TASK ITEM: Among the entries, find the lines with the string "Orzali" and copy them.

Stored data
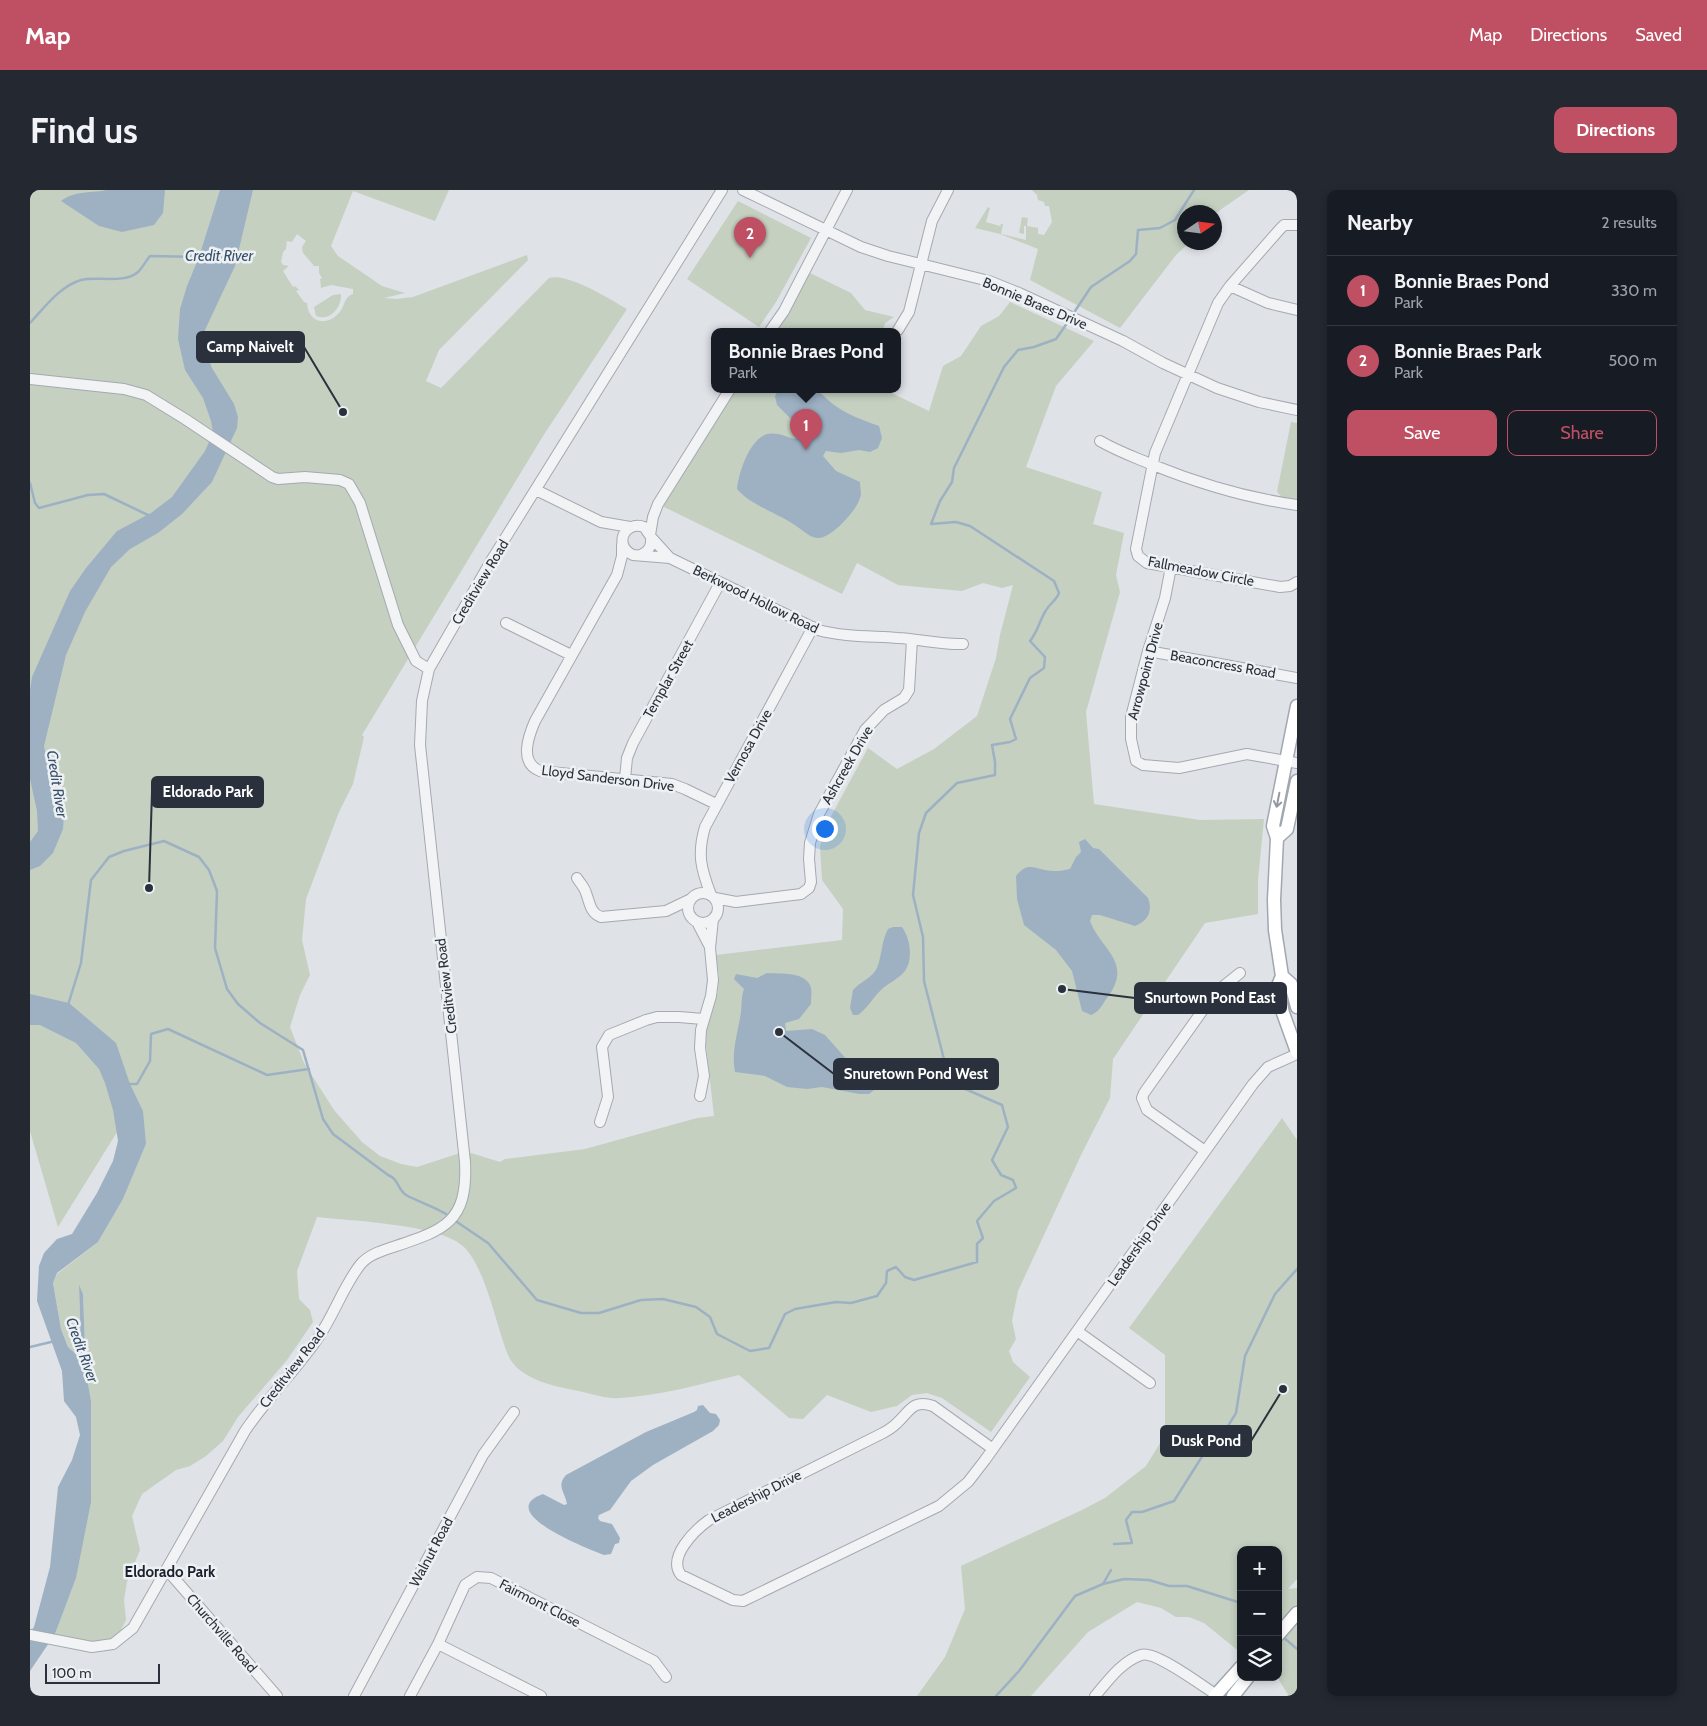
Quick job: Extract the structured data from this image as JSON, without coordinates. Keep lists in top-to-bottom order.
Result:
{
  "streets": {
    "street": [
      "Bonnie Braes Drive",
      "Fallmeadow Circle",
      "Creditview Road",
      "Berkwood Hollow Road",
      "Beaconcress Road",
      "Arrowpoint Drive",
      "Templar Street",
      "Vernosa Drive",
      "Ashcreek Drive",
      "Lloyd Sanderson Drive",
      "Leadership Drive",
      "Walnut Road",
      "Fairmont Close",
      "Churchville Road"
    ]
  },
  "crossings": [
    ["Bonnie Braes Drive", "Fallmeadow Circle"],
    ["Fallmeadow Circle", "Arrowpoint Drive"],
    ["Creditview Road", "Churchville Road"],
    ["Berkwood Hollow Road", "Templar Street"],
    ["Berkwood Hollow Road", "Vernosa Drive"],
    ["Berkwood Hollow Road", "Ashcreek Drive"],
    ["Berkwood Hollow Road", "Lloyd Sanderson Drive"],
    ["Beaconcress Road", "Arrowpoint Drive"],
    ["Templar Street", "Lloyd Sanderson Drive"],
    ["Vernosa Drive", "Ashcreek Drive"],
    ["Vernosa Drive", "Lloyd Sanderson Drive"]
  ],
  "districts": ["Eldorado Park"],
  "water": ["Credit River"],
  "places": [
    "Camp Naivelt",
    "Eldorado Park",
    "Snurtown Pond East",
    "Snuretown Pond West",
    "Dusk Pond"
  ],
  "scale_bar": "100 m",
  "north": "right",
  "page": {
    "header": "Map",
    "nav": ["Map", "Directions", "Saved"],
    "buttons": [
      "Directions",
      ["Save", "Share"]
    ],
    "title": "Find us",
    "heading": ["Nearby", "2 results"],
    "pins": ["2", "1"],
    "list": [
      {
        "mark": "1",
        "name": "Bonnie Braes Pond",
        "note": "Park",
        "value": "330 m"
      },
      {
        "mark": "2",
        "name": "Bonnie Braes Park",
        "note": "Park",
        "value": "500 m"
      }
    ],
    "popup": ["Bonnie Braes Pond", "Park"],
    "map_buttons": ["+", "−"],
    "scale": "100 m"
  }
}
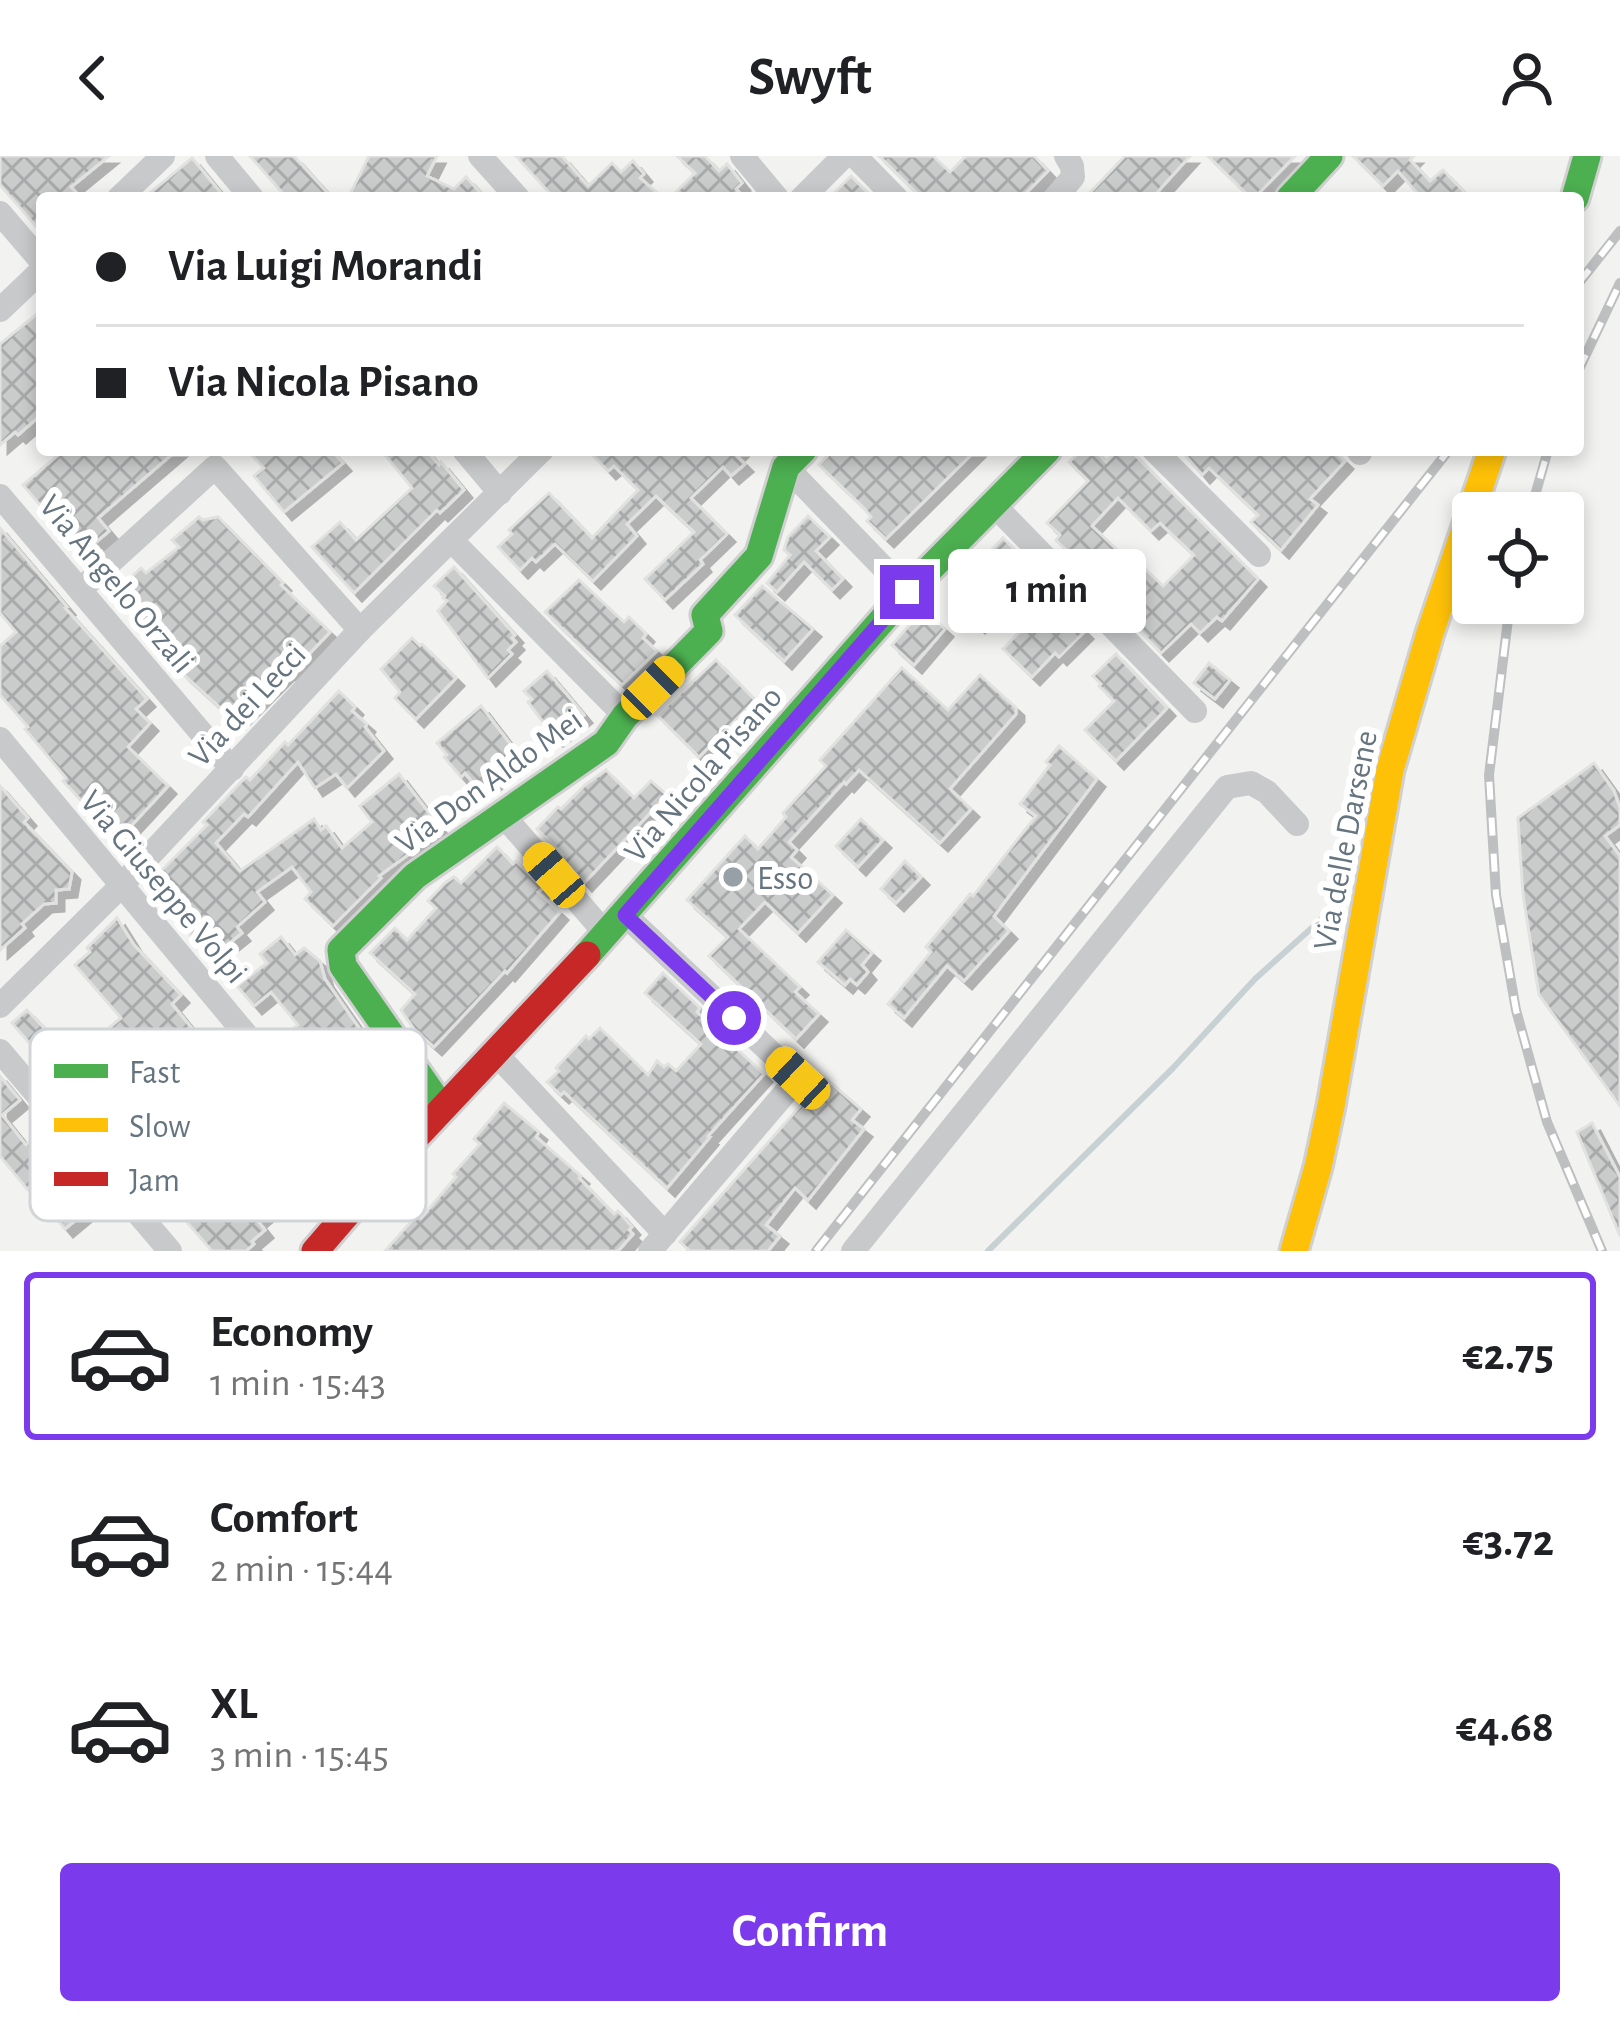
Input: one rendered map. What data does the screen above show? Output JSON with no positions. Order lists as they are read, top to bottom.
{
  "streets": {
    "street": [
      "Via Angelo Orzali",
      "Via dei Lecci",
      "Via Nicola Pisano",
      "Via Don Aldo Mei",
      "Via delle Darsene",
      "Via Giuseppe Volpi"
    ]
  },
  "crossings": [
    ["Via Angelo Orzali", "Via dei Lecci"],
    ["Via dei Lecci", "Via Giuseppe Volpi"],
    ["Via Nicola Pisano", "Via Don Aldo Mei"]
  ],
  "places": ["Esso"],
  "legend": ["Fast", "Slow", "Jam"],
  "page": {
    "header": "Swyft",
    "banner": ["Via Luigi Morandi", "Via Nicola Pisano"],
    "bubble": "1 min",
    "list": [
      {
        "name": "Economy",
        "note": "1 min · 15:43",
        "value": "€2.75"
      },
      {
        "name": "Comfort",
        "note": "2 min · 15:44",
        "value": "€3.72"
      },
      {
        "name": "XL",
        "note": "3 min · 15:45",
        "value": "€4.68"
      }
    ],
    "buttons": "Confirm"
  }
}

REPLY:
      "Via Angelo Orzali",
    ["Via Angelo Orzali", "Via dei Lecci"],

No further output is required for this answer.